The Purposes for Which the Evidence Would be Tendered
[16] In the event the trial were re-opened the potential use of the new evidence would be two-fold. First, it would be tendered as substantive evidence that the offences, and particularly the offence of sexual assault, did not occur. Second, as it is inconsistent with the complainant’s trial testimony, it could be put to the complainant to challenge her credibility and test the reliability of her evidence. After hearing the complainant testify, defence counsel accepted that the evidence would have little impact as substantive evidence. However, she urged me to consider that it cast serious doubt on her credibility. In particular, that the complainant lied about something is inescapable. Perhaps she has lied about the truth of her trial evidence; perhaps she has lied about what is in the affidavit; perhaps she lied about whether she in fact knew the contents of the affidavit, notwithstanding her statement to the lawyer and that she had read it and it was true. Counsel argued that regardless of which untruth is accepted, her credibility would be lost at trial.
The Context of the Proposed Evidence
[17] The words of the complainant that the applicant wishes to have admitted if the trial was re-opened are contained in their entirety in the affidavit she swore. There are no missing words or other context required to determine their plain meaning.

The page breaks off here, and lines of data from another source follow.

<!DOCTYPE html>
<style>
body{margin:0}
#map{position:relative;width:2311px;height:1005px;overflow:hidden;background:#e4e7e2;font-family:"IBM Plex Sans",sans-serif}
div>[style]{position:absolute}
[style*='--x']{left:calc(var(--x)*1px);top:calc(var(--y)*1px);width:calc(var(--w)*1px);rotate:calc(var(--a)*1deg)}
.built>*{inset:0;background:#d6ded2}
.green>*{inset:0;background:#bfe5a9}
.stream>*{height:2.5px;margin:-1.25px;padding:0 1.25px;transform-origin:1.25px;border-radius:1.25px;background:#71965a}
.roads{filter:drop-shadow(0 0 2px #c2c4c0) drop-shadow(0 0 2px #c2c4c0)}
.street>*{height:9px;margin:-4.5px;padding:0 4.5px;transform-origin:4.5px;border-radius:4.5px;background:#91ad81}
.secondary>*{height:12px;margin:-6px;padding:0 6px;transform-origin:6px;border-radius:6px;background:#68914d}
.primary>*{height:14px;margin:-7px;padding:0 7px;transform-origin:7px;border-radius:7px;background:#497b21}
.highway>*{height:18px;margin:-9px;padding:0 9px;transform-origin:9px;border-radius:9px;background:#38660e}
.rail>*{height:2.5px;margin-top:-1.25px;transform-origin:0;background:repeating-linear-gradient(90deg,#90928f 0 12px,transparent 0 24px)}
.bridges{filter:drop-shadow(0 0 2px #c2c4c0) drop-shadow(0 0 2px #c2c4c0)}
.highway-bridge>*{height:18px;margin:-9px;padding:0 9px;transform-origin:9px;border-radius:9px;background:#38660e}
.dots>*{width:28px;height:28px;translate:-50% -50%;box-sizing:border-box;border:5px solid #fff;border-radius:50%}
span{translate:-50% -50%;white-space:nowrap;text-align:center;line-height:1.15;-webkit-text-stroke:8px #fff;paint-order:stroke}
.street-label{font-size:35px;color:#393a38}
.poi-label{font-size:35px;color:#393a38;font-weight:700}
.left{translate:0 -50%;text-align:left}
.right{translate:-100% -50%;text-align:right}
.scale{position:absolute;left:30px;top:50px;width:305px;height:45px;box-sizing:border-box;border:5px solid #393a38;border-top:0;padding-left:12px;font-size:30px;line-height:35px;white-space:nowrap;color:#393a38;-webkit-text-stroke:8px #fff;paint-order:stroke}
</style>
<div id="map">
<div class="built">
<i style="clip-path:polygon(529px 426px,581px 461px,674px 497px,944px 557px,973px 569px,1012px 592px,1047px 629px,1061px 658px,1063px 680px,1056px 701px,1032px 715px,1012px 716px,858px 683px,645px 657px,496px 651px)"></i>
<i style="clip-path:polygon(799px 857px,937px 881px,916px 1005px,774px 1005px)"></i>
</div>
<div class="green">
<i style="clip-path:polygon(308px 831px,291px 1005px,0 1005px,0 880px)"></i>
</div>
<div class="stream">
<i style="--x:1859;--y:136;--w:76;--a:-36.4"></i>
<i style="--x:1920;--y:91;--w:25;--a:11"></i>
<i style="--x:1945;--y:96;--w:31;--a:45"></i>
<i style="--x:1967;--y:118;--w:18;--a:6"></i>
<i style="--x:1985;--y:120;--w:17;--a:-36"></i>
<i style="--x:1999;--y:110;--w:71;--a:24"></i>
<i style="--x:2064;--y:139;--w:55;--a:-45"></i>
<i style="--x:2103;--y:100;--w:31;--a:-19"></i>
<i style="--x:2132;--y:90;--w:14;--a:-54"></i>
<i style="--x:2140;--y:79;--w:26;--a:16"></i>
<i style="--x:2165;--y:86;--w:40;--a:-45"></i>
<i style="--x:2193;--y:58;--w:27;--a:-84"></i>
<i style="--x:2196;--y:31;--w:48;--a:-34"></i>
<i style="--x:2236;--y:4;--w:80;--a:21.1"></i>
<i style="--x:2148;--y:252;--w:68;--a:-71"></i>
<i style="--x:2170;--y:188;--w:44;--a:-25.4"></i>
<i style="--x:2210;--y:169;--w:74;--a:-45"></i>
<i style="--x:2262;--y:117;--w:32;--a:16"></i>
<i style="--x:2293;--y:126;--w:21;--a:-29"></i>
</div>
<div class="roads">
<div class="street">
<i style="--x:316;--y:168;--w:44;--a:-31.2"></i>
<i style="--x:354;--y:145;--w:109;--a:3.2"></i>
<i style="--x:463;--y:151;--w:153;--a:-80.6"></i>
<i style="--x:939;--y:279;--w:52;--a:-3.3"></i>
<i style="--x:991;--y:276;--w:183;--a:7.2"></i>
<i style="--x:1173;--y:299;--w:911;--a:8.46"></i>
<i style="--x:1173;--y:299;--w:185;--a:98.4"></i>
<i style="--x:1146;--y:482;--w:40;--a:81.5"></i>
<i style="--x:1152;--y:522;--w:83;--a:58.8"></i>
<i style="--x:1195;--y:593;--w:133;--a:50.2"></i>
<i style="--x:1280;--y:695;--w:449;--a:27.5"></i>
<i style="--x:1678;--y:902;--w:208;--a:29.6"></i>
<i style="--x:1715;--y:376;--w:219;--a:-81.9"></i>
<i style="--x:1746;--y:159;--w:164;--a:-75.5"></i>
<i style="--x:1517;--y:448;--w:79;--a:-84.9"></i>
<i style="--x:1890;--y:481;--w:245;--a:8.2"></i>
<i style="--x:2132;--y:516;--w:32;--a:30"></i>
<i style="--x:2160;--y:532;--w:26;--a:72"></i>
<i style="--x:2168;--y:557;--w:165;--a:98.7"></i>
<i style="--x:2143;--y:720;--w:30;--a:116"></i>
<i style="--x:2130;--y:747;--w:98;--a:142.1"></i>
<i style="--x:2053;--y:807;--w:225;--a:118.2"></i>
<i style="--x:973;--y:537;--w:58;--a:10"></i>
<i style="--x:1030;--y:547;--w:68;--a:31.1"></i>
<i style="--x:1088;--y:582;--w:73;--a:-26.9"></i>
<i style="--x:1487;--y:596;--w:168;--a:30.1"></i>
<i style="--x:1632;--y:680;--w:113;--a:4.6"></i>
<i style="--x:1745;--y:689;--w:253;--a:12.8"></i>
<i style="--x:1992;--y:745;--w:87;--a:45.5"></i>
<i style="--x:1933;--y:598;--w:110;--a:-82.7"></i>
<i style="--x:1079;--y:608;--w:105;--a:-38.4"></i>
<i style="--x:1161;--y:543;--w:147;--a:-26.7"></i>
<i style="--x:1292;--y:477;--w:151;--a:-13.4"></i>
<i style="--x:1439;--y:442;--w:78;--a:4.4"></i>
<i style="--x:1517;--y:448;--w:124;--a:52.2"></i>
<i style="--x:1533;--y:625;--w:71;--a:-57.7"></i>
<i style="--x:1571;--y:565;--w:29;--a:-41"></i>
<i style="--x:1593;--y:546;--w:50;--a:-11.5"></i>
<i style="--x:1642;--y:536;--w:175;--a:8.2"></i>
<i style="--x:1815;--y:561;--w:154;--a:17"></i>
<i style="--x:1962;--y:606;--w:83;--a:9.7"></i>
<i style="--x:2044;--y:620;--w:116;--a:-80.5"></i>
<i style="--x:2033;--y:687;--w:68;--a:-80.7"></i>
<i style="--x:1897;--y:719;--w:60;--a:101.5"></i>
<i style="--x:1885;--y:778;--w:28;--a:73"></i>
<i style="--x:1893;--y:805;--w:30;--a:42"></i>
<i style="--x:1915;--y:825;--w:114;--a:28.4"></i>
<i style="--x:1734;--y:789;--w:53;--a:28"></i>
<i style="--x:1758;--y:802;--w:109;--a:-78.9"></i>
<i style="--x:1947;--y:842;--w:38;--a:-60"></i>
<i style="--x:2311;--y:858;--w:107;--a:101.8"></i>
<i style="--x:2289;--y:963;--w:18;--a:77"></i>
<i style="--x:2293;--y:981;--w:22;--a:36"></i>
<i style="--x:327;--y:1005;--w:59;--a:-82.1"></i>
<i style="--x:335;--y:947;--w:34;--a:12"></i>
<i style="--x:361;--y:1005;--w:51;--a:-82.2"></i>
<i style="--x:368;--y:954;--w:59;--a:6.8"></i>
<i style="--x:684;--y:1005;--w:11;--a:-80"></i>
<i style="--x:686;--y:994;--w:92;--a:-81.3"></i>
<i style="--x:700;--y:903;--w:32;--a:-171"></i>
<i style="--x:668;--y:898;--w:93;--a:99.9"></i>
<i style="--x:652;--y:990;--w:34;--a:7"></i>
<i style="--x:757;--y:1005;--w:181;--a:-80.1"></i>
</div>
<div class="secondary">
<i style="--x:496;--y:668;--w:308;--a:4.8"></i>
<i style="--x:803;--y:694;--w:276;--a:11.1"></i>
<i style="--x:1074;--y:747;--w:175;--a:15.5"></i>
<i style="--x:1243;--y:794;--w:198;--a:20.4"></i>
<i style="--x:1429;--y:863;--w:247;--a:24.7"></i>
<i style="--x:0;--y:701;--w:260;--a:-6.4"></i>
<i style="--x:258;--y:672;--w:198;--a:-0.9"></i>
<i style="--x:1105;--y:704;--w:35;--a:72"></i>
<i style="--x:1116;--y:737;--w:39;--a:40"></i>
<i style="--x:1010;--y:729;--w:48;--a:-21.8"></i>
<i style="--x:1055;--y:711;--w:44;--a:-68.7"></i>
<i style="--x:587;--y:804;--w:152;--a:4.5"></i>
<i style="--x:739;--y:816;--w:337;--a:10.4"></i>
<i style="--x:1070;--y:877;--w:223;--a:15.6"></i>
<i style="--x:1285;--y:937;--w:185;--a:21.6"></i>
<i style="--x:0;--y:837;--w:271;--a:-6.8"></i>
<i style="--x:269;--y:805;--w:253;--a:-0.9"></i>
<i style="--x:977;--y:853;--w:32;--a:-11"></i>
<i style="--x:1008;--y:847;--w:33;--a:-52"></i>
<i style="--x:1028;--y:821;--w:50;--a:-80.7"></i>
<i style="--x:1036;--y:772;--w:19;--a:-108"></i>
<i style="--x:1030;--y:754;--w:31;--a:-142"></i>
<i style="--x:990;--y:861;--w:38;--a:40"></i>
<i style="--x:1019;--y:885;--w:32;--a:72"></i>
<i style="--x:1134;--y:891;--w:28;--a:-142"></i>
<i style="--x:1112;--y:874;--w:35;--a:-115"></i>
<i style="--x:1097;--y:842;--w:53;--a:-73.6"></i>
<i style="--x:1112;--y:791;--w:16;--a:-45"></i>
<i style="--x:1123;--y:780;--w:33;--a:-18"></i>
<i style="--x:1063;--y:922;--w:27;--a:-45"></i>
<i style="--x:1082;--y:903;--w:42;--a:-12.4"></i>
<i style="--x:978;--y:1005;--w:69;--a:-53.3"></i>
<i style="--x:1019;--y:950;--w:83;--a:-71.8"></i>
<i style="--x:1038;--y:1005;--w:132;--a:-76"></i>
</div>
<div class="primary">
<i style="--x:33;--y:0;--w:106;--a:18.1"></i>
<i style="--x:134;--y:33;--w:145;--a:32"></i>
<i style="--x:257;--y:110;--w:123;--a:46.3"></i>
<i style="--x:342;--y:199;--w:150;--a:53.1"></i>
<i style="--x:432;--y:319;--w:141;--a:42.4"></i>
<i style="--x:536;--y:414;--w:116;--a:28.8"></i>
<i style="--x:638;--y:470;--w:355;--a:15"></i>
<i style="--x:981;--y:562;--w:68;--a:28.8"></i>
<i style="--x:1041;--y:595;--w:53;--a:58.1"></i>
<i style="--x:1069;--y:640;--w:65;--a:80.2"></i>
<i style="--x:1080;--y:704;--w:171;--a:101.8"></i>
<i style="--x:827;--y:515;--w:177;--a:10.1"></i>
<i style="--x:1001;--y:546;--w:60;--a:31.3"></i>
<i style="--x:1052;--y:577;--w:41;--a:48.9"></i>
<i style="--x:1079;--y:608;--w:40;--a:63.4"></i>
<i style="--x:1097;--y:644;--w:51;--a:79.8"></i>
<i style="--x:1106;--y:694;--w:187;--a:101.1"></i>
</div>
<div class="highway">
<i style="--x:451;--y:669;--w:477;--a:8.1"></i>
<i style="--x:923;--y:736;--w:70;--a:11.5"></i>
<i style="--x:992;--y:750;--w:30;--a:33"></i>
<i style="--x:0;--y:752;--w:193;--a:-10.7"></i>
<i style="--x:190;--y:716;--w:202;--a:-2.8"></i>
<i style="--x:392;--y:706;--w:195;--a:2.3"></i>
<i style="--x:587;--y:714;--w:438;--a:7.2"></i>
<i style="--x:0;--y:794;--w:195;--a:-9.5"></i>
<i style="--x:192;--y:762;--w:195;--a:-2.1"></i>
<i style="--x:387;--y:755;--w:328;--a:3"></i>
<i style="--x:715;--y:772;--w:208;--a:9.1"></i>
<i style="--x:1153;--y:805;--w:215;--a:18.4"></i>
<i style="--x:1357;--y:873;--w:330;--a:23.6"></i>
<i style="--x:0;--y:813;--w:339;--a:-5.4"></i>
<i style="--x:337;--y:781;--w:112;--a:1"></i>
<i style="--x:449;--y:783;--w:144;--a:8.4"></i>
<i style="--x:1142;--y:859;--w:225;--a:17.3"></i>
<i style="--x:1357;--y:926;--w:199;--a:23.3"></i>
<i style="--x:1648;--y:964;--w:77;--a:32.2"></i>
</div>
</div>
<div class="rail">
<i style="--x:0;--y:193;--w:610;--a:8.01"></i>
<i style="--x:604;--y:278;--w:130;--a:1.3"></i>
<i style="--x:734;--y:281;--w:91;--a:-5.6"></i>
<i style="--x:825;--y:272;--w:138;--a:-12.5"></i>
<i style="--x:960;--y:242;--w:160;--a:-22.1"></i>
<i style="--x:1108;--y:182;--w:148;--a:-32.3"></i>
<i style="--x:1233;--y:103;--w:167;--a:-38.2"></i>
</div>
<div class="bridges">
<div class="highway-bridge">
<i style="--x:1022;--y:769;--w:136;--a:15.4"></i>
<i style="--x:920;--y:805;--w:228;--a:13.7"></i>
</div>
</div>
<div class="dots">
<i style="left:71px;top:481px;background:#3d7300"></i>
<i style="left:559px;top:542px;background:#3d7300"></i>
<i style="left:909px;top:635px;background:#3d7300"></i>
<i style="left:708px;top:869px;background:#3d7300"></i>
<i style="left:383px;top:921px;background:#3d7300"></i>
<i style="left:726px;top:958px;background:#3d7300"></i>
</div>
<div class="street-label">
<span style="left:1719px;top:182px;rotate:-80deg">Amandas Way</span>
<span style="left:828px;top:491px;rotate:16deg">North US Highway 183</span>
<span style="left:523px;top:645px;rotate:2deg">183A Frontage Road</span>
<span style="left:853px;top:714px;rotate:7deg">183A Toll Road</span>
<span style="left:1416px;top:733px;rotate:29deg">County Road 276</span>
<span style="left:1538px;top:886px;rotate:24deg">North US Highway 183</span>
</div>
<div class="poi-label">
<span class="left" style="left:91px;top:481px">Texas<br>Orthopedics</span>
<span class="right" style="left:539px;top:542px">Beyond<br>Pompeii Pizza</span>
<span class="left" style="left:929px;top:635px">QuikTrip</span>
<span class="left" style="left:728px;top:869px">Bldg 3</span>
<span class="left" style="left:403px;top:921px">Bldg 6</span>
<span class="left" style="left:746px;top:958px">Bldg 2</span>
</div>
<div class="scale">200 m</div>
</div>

The Credibility of the Proposed Evidence
[18] Defence counsel has essentially conceded that the proposed evidence has no credibility as substantive evidence. In determining its potential impact on the credibility of the complainant there is important context to the preparation and signature of the affidavit that must be considered. In particular, the complainant testified that she was feeling pressure from the accused and his friends to do something that would lessen the likelihood that he would spend the rest of his life in prison. She was being made to feel that she was to blame for his predicament. As she testified, the accused continues to “hold her heart” and she wanted to do something that might potentially help him out. It is in this context that the affidavit was sworn. In my view, this is not an unreasonable explanation of why she signed the affidavit.
Conclusion
[19] At trial the credibility of the complainant was not only before the court, it was the main focus of the trial and I found want with several aspects of her testimony. In my view, the proposed new evidence would do little to add or detract from my analysis of her testimony. It is also important to recall that the evidence at trial included an audio recording of the accused that was consistent with his culpability. Having regard to these factors, the proposed new evidence is not sufficiently cogent to warrant its admission at trial. It follows that the applications brought by the offender are dismissed.
[20] The dangerous offender assessment has been completed. It is ordered that a copy of the assessment be provided to counsel forthwith and that the trial coordinator arrange a date and time for counsel and S.S. to appear before me virtually to determine the next steps in this matter.